The shadowy brotherhood Santísimo Sacramento de Minerva (Sacred Sacrament of Minerva) descend from their headquarters beneath the town's church to lead El Colacho in a solemn procession.
El Colacho scatters the crowd in one of his early appearances, whipping giggling youths with a horse-tail lash.
One of the three Colacho runners, freshly returned from a whipping run, betrays his true identity in the cloakroom of the Santísimo Sacramento de Minerva (Sacred Sacrament of Minerva).
The brotherhood stands hatless and respectful during the mass just before El Colacho bounds into church, interrupts the vespers with drum and commences his baby-jumping rite.
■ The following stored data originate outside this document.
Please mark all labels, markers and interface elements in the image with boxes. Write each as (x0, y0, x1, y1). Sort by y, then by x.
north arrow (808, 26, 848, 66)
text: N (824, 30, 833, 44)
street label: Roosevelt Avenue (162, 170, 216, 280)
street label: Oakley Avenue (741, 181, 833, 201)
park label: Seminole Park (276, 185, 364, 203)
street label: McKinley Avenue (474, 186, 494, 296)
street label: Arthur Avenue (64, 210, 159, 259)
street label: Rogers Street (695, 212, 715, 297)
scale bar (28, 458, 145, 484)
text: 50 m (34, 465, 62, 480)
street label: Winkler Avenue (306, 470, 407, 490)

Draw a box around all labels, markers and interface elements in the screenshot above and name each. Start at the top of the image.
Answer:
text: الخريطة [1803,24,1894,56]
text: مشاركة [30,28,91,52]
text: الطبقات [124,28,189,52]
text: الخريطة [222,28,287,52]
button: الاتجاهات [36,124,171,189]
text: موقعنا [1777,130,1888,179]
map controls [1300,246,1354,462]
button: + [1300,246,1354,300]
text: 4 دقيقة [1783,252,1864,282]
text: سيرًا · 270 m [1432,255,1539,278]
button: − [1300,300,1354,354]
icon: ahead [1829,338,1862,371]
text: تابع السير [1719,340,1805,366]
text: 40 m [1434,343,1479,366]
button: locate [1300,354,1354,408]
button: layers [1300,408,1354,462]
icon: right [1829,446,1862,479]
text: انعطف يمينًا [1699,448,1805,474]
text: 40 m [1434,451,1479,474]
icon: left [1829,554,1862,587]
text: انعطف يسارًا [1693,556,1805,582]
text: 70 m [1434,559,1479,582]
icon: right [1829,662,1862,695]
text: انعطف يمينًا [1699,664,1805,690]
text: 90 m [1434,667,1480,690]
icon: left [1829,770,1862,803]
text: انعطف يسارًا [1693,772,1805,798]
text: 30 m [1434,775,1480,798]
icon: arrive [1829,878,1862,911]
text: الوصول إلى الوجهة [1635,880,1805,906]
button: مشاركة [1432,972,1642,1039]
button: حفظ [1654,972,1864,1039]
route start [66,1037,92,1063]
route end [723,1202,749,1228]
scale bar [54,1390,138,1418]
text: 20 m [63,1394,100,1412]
Folkloric dancers accompany the clergy and El Colacho during the baby-jumping procession.
Parents hover nervously over their babies, who lie blissfully unaware of the approaching devil, on mattresses lining the streets of Castrillo de Murcia.
Fleet of foot, and sans mask to avoid wipe-outs, El Colacho launches over the defenseless babes.
Apparently the Devil wears Nike, not Prada. The crowd holds its breath as El Colacho makes a leap of faith.
Looking like maidens from a pre-Raphaelite painting, young girls accompany the clergy and toss flower petals on the newly baptized infants in this curiously pagan ritual.
After the baby-jumping on Sunday, the brotherhood provides the community with a symbolic feast of wine and bread; here, helpers slice the massive bounty in preparation.